--- INPUT ---
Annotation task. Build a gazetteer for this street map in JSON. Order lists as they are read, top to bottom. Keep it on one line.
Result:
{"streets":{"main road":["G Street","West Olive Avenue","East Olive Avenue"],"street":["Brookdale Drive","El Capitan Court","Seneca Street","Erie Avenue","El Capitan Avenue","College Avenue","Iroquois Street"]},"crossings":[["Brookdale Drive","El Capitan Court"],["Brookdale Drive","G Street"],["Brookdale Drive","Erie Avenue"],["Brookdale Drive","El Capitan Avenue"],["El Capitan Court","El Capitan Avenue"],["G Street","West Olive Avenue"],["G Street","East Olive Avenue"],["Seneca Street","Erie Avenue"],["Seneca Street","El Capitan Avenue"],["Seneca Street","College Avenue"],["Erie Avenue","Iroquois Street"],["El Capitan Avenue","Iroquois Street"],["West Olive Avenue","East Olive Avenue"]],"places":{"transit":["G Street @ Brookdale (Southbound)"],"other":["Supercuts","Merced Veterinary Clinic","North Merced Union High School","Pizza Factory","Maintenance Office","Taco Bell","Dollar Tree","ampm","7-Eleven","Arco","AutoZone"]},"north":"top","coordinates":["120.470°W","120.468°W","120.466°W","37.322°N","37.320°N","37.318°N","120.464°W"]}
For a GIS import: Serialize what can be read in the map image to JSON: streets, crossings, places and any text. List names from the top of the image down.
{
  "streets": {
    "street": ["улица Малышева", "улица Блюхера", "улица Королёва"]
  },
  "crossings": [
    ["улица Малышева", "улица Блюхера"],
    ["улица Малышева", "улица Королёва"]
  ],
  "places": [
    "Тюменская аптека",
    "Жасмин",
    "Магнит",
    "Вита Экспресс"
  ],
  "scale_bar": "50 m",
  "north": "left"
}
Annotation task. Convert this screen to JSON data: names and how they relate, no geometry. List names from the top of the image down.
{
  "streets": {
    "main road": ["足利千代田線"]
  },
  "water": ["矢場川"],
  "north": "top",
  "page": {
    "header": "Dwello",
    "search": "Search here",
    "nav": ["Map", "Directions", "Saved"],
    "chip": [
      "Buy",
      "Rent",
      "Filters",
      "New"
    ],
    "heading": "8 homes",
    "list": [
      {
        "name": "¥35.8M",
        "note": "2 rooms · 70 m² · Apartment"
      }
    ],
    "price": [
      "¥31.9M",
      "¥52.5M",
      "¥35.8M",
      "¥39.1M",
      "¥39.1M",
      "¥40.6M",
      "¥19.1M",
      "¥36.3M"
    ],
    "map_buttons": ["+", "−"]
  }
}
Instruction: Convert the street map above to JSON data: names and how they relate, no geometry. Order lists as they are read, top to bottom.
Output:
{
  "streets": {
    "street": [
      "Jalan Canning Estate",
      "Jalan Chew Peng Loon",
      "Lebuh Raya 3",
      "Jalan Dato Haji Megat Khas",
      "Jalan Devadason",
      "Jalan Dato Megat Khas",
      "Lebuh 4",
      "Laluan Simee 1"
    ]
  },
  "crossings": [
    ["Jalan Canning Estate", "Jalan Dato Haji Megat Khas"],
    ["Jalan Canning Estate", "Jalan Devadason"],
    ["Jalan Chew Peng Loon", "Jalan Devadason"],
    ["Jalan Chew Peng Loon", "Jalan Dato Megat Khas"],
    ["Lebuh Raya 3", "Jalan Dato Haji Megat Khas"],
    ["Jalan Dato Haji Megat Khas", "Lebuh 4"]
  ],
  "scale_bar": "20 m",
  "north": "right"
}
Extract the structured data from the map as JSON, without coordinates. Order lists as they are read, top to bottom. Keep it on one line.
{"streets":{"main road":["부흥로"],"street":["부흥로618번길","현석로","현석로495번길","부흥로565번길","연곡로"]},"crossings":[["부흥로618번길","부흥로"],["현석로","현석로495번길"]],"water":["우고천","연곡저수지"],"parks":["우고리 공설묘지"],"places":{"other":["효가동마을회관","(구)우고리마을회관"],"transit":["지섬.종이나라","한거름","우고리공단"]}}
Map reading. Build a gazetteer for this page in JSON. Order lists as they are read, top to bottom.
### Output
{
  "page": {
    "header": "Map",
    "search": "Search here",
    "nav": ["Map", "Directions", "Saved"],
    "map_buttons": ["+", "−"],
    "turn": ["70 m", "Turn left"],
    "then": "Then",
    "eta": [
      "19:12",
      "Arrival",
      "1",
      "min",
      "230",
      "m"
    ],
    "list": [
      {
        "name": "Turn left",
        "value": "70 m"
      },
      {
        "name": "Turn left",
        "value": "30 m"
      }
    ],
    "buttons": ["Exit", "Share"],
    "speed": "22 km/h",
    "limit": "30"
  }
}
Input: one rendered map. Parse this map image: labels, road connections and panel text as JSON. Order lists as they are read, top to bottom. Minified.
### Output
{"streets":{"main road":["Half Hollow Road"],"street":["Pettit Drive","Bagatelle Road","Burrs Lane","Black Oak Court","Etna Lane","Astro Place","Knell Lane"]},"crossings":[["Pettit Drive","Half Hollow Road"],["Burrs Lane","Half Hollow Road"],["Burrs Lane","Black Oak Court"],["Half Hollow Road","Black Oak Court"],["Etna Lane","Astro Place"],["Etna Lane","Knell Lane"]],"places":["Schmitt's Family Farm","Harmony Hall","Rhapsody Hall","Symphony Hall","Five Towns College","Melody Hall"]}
---
> [EXERCISE DETAILS]
Copy the entire listing exactly. Do not skip a line.

> [OUTPUT OF THE TASK]
Annotation task. Build a gazetteer for this street map in JSON. Order lists as they are read, top to bottom. Keep it on one line.
Result:
{"streets":{"main road":["G Street","West Olive Avenue","East Olive Avenue"],"street":["Brookdale Drive","El Capitan Court","Seneca Street","Erie Avenue","El Capitan Avenue","College Avenue","Iroquois Street"]},"crossings":[["Brookdale Drive","El Capitan Court"],["Brookdale Drive","G Street"],["Brookdale Drive","Erie Avenue"],["Brookdale Drive","El Capitan Avenue"],["El Capitan Court","El Capitan Avenue"],["G Street","West Olive Avenue"],["G Street","East Olive Avenue"],["Seneca Street","Erie Avenue"],["Seneca Street","El Capitan Avenue"],["Seneca Street","College Avenue"],["Erie Avenue","Iroquois Street"],["El Capitan Avenue","Iroquois Street"],["West Olive Avenue","East Olive Avenue"]],"places":{"transit":["G Street @ Brookdale (Southbound)"],"other":["Supercuts","Merced Veterinary Clinic","North Merced Union High School","Pizza Factory","Maintenance Office","Taco Bell","Dollar Tree","ampm","7-Eleven","Arco","AutoZone"]},"north":"top","coordinates":["120.470°W","120.468°W","120.466°W","37.322°N","37.320°N","37.318°N","120.464°W"]}
For a GIS import: Serialize what can be read in the map image to JSON: streets, crossings, places and any text. List names from the top of the image down.
{
  "streets": {
    "street": ["улица Малышева", "улица Блюхера", "улица Королёва"]
  },
  "crossings": [
    ["улица Малышева", "улица Блюхера"],
    ["улица Малышева", "улица Королёва"]
  ],
  "places": [
    "Тюменская аптека",
    "Жасмин",
    "Магнит",
    "Вита Экспресс"
  ],
  "scale_bar": "50 m",
  "north": "left"
}
Annotation task. Convert this screen to JSON data: names and how they relate, no geometry. List names from the top of the image down.
{
  "streets": {
    "main road": ["足利千代田線"]
  },
  "water": ["矢場川"],
  "north": "top",
  "page": {
    "header": "Dwello",
    "search": "Search here",
    "nav": ["Map", "Directions", "Saved"],
    "chip": [
      "Buy",
      "Rent",
      "Filters",
      "New"
    ],
    "heading": "8 homes",
    "list": [
      {
        "name": "¥35.8M",
        "note": "2 rooms · 70 m² · Apartment"
      }
    ],
    "price": [
      "¥31.9M",
      "¥52.5M",
      "¥35.8M",
      "¥39.1M",
      "¥39.1M",
      "¥40.6M",
      "¥19.1M",
      "¥36.3M"
    ],
    "map_buttons": ["+", "−"]
  }
}
Instruction: Convert the street map above to JSON data: names and how they relate, no geometry. Order lists as they are read, top to bottom.
Output:
{
  "streets": {
    "street": [
      "Jalan Canning Estate",
      "Jalan Chew Peng Loon",
      "Lebuh Raya 3",
      "Jalan Dato Haji Megat Khas",
      "Jalan Devadason",
      "Jalan Dato Megat Khas",
      "Lebuh 4",
      "Laluan Simee 1"
    ]
  },
  "crossings": [
    ["Jalan Canning Estate", "Jalan Dato Haji Megat Khas"],
    ["Jalan Canning Estate", "Jalan Devadason"],
    ["Jalan Chew Peng Loon", "Jalan Devadason"],
    ["Jalan Chew Peng Loon", "Jalan Dato Megat Khas"],
    ["Lebuh Raya 3", "Jalan Dato Haji Megat Khas"],
    ["Jalan Dato Haji Megat Khas", "Lebuh 4"]
  ],
  "scale_bar": "20 m",
  "north": "right"
}
Extract the structured data from the map as JSON, without coordinates. Order lists as they are read, top to bottom. Keep it on one line.
{"streets":{"main road":["부흥로"],"street":["부흥로618번길","현석로","현석로495번길","부흥로565번길","연곡로"]},"crossings":[["부흥로618번길","부흥로"],["현석로","현석로495번길"]],"water":["우고천","연곡저수지"],"parks":["우고리 공설묘지"],"places":{"other":["효가동마을회관","(구)우고리마을회관"],"transit":["지섬.종이나라","한거름","우고리공단"]}}
Map reading. Build a gazetteer for this page in JSON. Order lists as they are read, top to bottom.
### Output
{
  "page": {
    "header": "Map",
    "search": "Search here",
    "nav": ["Map", "Directions", "Saved"],
    "map_buttons": ["+", "−"],
    "turn": ["70 m", "Turn left"],
    "then": "Then",
    "eta": [
      "19:12",
      "Arrival",
      "1",
      "min",
      "230",
      "m"
    ],
    "list": [
      {
        "name": "Turn left",
        "value": "70 m"
      },
      {
        "name": "Turn left",
        "value": "30 m"
      }
    ],
    "buttons": ["Exit", "Share"],
    "speed": "22 km/h",
    "limit": "30"
  }
}
Input: one rendered map. Parse this map image: labels, road connections and panel text as JSON. Order lists as they are read, top to bottom. Minified.
### Output
{"streets":{"main road":["Half Hollow Road"],"street":["Pettit Drive","Bagatelle Road","Burrs Lane","Black Oak Court","Etna Lane","Astro Place","Knell Lane"]},"crossings":[["Pettit Drive","Half Hollow Road"],["Burrs Lane","Half Hollow Road"],["Burrs Lane","Black Oak Court"],["Half Hollow Road","Black Oak Court"],["Etna Lane","Astro Place"],["Etna Lane","Knell Lane"]],"places":["Schmitt's Family Farm","Harmony Hall","Rhapsody Hall","Symphony Hall","Five Towns College","Melody Hall"]}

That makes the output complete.